▶ **TASK DIRECTIONS**
In the records below, find each line holding the word "fractalNoise" and copy it.

▶ **DATA FOR PROCESSING**
>>>>>

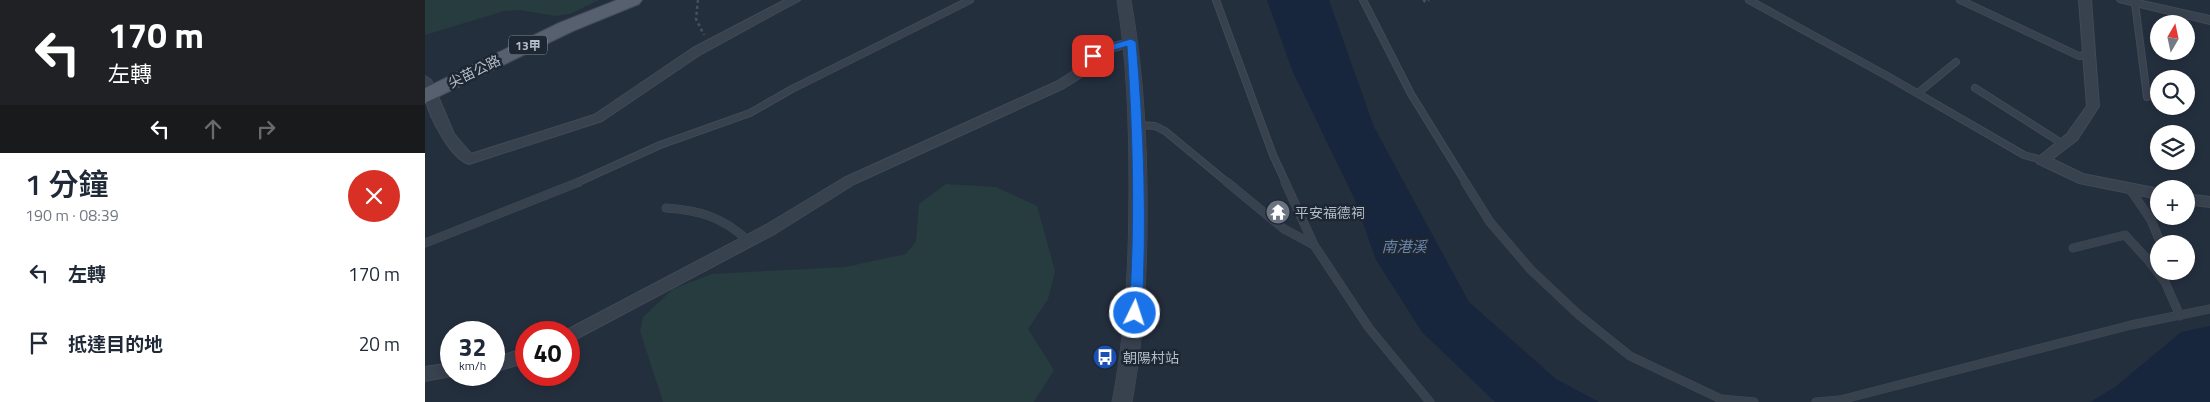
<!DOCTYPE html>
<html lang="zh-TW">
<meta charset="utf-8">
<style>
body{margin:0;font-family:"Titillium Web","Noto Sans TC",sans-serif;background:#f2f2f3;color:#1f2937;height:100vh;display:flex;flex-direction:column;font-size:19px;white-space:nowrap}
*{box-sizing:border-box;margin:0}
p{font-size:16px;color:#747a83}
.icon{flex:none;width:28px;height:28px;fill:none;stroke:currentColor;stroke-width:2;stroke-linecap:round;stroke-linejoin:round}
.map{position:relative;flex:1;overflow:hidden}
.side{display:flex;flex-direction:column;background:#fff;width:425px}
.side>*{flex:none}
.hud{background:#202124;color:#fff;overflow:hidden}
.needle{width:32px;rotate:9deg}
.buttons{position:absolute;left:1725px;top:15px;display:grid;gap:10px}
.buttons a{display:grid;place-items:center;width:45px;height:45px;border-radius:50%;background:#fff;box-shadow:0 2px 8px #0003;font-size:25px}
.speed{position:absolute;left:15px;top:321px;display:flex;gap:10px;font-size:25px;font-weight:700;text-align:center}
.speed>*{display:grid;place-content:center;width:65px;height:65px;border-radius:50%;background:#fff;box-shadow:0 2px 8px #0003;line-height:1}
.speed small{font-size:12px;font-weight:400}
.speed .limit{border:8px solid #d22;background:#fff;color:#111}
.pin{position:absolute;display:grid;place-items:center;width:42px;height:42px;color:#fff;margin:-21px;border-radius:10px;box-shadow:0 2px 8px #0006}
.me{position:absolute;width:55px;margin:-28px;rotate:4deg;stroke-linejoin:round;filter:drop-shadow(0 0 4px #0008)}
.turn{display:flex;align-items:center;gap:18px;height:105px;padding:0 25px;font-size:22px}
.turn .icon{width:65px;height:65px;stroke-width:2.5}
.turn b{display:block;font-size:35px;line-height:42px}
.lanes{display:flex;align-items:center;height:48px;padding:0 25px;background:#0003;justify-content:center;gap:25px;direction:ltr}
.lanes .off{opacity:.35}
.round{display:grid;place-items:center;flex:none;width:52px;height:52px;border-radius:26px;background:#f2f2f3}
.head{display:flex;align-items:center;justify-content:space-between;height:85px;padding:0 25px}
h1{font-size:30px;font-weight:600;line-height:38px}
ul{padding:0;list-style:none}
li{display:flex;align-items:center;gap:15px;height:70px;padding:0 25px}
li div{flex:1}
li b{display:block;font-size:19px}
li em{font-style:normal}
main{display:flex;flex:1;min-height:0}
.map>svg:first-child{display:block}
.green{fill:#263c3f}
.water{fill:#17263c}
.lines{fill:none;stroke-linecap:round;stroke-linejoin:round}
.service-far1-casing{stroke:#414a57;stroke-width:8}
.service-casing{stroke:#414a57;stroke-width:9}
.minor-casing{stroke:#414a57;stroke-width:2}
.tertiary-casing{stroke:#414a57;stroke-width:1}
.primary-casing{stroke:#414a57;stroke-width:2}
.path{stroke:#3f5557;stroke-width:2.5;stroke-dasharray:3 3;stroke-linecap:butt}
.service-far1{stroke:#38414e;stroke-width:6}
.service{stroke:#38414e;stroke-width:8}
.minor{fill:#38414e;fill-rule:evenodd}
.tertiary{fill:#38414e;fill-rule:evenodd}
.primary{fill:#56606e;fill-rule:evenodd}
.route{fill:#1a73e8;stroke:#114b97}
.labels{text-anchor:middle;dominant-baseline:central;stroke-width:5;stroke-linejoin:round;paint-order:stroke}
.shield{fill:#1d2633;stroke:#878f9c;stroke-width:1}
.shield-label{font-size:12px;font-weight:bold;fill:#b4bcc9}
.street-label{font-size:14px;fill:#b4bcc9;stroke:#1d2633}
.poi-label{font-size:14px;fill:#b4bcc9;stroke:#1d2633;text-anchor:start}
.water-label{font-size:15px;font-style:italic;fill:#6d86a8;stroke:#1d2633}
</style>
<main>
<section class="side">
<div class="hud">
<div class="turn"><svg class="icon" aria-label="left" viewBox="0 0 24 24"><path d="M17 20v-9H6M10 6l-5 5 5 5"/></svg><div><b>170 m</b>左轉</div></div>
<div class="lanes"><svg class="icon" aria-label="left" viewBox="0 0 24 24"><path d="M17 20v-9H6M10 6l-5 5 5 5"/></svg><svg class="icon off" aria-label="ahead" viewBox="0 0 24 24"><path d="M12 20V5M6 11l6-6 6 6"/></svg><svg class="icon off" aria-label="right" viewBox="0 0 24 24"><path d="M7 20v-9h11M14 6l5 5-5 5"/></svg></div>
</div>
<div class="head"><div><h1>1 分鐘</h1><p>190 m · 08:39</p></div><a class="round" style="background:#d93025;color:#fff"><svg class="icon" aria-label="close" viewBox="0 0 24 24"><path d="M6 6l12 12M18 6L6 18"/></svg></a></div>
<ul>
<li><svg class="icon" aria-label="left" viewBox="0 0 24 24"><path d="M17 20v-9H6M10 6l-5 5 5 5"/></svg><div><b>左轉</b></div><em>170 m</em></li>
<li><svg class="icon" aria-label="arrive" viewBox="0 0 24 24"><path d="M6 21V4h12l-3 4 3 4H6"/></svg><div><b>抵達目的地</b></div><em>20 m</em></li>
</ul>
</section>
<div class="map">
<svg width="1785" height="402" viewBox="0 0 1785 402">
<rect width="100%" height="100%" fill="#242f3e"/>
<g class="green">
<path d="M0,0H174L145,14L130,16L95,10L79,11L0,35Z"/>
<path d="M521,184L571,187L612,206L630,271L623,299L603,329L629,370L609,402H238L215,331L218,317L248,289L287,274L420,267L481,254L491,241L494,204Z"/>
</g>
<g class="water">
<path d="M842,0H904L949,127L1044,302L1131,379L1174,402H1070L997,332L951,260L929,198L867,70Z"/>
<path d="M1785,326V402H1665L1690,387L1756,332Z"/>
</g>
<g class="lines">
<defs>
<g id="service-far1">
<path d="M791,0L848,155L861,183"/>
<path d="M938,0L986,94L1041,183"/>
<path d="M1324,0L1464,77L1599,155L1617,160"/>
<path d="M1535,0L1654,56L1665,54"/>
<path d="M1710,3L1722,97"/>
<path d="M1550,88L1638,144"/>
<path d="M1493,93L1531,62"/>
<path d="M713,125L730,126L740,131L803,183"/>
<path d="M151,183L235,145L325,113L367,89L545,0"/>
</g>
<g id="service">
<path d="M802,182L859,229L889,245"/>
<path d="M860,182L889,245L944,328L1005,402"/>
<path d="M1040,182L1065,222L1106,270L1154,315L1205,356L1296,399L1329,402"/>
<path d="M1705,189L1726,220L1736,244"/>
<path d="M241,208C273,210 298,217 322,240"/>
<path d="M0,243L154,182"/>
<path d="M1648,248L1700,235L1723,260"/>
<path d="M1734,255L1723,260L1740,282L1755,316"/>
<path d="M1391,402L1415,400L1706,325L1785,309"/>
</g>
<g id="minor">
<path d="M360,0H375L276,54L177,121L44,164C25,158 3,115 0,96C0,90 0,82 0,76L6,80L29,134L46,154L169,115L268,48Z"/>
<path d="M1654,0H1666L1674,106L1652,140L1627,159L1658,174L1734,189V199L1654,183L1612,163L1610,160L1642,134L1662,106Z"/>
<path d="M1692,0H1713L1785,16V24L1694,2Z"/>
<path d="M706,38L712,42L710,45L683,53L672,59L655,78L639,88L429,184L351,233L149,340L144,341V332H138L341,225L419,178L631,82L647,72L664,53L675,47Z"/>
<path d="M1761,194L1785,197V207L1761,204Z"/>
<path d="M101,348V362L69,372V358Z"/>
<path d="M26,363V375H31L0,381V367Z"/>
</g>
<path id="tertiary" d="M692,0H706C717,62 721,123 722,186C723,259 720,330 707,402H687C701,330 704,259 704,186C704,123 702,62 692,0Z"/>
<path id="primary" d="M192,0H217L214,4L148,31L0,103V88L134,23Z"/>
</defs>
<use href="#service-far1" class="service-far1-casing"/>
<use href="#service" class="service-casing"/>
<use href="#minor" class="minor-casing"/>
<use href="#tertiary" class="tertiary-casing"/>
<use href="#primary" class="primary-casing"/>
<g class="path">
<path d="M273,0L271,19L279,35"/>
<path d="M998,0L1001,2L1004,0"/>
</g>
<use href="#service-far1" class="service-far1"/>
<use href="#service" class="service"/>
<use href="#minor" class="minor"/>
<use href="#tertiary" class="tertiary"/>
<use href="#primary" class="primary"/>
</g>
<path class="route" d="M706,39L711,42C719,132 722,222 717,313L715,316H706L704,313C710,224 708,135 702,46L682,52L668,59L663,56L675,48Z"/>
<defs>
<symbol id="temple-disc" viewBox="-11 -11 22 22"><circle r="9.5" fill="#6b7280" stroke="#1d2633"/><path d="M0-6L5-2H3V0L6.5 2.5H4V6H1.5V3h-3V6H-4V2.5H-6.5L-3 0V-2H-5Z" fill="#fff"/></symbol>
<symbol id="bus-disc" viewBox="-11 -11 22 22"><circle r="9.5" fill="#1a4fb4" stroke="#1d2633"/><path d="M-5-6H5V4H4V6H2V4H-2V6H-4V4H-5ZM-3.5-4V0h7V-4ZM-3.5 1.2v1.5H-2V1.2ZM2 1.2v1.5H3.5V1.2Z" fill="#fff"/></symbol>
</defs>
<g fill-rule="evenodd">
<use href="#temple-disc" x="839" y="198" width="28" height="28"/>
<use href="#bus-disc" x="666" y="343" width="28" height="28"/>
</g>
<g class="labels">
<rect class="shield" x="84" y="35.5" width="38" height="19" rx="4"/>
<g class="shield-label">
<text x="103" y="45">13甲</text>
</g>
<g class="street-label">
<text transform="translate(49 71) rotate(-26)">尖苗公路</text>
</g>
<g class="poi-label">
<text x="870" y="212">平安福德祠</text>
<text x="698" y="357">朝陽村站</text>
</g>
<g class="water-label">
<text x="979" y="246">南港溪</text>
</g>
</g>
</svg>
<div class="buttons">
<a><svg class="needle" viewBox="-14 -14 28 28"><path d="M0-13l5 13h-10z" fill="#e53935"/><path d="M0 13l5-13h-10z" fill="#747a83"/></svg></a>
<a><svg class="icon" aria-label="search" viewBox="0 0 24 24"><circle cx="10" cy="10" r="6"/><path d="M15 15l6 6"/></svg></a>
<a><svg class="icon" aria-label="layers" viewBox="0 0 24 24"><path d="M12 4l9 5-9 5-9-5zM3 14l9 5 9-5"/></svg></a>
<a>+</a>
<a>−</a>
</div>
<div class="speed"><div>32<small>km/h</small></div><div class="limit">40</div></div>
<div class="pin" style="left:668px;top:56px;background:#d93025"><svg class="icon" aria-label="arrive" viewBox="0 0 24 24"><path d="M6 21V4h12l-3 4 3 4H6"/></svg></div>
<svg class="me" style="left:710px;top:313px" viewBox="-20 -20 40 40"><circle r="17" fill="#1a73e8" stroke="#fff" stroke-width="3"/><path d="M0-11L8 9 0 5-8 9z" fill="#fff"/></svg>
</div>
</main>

<<<<<
>>>>>

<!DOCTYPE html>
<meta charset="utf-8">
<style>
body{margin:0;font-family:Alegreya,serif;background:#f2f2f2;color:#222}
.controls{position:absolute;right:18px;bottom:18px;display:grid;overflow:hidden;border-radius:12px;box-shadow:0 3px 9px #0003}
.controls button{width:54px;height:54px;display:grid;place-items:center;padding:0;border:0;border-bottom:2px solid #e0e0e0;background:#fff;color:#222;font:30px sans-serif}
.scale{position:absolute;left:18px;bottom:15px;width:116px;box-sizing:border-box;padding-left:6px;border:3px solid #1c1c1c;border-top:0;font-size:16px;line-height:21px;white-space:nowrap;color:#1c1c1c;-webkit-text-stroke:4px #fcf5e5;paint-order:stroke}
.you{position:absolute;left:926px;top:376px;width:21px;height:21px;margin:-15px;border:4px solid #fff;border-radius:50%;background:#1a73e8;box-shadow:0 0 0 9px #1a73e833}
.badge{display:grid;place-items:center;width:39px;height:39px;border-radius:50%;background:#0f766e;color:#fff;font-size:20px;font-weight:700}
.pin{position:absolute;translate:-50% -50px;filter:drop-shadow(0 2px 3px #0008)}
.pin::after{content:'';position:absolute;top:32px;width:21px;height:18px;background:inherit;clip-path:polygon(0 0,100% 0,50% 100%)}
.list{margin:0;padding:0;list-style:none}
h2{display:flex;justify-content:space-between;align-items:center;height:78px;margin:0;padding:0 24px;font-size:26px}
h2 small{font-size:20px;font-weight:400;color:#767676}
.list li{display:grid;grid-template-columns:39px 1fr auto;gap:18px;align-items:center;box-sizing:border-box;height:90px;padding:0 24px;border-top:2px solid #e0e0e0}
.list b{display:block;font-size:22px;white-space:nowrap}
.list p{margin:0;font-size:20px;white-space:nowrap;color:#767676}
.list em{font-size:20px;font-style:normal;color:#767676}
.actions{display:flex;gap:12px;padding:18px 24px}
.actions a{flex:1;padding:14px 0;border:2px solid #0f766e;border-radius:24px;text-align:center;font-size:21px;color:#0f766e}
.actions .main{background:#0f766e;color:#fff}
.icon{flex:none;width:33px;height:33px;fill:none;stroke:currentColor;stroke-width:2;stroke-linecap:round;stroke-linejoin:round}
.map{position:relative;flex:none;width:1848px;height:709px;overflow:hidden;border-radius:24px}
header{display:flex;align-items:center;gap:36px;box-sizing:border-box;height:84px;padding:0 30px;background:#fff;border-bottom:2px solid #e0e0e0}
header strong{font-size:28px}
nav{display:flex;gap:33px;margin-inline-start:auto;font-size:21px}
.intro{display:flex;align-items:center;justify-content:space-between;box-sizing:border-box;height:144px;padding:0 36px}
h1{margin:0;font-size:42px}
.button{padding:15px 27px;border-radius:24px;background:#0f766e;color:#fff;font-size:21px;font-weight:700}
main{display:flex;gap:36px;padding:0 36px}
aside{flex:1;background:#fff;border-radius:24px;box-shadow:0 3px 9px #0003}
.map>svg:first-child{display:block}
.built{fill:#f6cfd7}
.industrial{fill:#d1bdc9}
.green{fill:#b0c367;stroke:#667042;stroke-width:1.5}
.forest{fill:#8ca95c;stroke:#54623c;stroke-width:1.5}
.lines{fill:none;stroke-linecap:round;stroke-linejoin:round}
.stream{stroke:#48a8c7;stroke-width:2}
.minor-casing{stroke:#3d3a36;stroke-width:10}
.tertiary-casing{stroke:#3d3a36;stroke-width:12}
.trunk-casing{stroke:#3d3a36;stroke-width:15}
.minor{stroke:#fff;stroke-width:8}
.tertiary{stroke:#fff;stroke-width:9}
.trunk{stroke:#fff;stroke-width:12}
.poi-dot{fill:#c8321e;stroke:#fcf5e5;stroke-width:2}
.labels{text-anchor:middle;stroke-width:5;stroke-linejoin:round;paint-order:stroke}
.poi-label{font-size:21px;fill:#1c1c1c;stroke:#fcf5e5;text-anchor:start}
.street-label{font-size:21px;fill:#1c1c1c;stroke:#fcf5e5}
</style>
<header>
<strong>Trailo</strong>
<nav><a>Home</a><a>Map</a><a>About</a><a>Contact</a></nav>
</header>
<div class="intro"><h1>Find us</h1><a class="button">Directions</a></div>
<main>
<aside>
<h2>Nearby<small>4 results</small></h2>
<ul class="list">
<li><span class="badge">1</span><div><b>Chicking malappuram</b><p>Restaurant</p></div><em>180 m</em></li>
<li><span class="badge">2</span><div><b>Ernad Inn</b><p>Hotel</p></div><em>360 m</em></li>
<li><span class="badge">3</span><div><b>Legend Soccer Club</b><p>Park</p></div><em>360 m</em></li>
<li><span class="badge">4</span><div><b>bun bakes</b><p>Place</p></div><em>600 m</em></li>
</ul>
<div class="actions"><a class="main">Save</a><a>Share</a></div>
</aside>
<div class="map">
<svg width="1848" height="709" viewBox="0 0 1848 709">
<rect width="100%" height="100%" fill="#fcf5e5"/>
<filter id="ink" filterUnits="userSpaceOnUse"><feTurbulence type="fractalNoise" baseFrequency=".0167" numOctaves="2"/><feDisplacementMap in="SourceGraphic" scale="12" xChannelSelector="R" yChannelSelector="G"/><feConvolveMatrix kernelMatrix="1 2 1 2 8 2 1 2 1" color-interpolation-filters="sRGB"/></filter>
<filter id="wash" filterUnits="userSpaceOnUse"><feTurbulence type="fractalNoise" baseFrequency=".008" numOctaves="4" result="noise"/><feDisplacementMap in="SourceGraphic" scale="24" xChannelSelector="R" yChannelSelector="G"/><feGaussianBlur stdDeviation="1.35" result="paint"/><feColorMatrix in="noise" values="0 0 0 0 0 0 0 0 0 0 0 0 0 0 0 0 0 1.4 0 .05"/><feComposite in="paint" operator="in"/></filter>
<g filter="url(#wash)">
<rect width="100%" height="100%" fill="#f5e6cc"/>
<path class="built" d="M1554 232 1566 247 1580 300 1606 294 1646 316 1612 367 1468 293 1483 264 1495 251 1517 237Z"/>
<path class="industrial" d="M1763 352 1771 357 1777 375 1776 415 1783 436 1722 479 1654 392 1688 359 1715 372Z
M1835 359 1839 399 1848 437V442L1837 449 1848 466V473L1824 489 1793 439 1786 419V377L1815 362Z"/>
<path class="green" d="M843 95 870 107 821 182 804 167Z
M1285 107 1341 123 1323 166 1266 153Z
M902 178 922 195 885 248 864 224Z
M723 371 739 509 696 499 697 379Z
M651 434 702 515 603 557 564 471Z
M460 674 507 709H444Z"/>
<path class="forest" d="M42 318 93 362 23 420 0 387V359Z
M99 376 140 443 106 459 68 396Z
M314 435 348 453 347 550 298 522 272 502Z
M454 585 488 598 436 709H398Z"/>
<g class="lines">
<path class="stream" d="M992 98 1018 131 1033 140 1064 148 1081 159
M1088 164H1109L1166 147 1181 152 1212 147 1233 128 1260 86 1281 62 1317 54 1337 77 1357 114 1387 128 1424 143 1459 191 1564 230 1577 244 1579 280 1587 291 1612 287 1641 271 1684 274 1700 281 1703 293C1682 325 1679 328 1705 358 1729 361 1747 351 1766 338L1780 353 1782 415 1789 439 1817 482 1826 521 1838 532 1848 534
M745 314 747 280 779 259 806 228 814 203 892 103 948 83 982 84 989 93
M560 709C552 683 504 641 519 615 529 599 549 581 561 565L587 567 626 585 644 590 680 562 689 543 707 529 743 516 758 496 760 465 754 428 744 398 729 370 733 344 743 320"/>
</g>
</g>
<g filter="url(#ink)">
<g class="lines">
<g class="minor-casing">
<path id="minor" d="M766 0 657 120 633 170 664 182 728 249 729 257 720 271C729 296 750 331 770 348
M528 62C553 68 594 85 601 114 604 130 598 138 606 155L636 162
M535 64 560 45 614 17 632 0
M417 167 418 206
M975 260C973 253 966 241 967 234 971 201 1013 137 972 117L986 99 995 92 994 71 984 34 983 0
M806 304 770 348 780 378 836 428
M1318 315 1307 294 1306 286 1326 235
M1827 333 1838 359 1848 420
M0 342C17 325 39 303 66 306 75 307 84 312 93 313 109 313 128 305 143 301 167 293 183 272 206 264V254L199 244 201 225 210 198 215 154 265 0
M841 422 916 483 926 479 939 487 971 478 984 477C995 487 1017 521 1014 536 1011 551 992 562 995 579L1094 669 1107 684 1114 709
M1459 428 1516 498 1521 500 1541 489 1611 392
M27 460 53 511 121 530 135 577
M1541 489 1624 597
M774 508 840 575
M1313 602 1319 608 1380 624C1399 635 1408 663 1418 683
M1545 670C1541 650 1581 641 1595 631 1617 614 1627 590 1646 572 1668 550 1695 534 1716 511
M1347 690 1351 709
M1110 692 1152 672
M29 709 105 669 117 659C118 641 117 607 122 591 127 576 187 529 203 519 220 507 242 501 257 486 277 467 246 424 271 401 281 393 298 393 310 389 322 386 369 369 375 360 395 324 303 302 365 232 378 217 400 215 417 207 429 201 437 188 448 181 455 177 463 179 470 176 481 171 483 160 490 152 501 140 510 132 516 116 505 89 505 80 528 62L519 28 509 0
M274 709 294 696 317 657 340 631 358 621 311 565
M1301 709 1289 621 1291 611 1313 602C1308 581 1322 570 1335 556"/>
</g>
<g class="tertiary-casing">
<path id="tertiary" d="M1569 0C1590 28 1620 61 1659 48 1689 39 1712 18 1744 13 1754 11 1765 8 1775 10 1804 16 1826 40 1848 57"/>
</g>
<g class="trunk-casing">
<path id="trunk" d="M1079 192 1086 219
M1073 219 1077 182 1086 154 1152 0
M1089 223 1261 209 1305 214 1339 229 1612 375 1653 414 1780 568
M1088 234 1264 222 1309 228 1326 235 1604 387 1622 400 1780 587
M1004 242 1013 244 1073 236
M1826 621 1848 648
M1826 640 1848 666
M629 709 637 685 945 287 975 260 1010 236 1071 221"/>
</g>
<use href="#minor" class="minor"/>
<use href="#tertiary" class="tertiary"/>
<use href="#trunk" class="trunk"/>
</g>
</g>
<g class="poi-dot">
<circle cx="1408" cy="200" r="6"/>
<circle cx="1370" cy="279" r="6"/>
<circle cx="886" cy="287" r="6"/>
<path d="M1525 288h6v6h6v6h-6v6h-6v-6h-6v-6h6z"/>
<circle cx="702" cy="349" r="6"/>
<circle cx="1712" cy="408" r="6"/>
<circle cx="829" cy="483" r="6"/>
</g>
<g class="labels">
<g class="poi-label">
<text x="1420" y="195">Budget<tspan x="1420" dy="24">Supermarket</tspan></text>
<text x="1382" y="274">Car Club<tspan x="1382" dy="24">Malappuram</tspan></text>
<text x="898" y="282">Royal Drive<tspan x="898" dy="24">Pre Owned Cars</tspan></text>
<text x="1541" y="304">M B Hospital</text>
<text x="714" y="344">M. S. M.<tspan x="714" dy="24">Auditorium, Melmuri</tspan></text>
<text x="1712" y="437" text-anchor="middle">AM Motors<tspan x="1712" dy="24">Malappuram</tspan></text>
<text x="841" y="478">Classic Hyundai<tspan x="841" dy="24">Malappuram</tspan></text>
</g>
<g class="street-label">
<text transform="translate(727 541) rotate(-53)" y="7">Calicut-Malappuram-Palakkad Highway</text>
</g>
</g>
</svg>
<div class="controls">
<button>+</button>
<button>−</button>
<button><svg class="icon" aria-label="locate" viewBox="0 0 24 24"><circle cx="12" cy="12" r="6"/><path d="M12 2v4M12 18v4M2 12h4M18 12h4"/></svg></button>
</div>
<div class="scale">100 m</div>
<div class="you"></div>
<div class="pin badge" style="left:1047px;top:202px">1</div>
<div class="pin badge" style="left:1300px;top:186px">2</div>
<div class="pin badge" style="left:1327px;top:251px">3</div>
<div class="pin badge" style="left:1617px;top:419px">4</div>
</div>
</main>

<<<<<

▶ **ANSWER FOR THIS EXERCISE**
<filter id="ink" filterUnits="userSpaceOnUse"><feTurbulence type="fractalNoise" baseFrequency=".0167" numOctaves="2"/><feDisplacementMap in="SourceGraphic" scale="12" xChannelSelector="R" yChannelSelector="G"/><feConvolveMatrix kernelMatrix="1 2 1 2 8 2 1 2 1" color-interpolation-filters="sRGB"/></filter>
<filter id="wash" filterUnits="userSpaceOnUse"><feTurbulence type="fractalNoise" baseFrequency=".008" numOctaves="4" result="noise"/><feDisplacementMap in="SourceGraphic" scale="24" xChannelSelector="R" yChannelSelector="G"/><feGaussianBlur stdDeviation="1.35" result="paint"/><feColorMatrix in="noise" values="0 0 0 0 0 0 0 0 0 0 0 0 0 0 0 0 0 1.4 0 .05"/><feComposite in="paint" operator="in"/></filter>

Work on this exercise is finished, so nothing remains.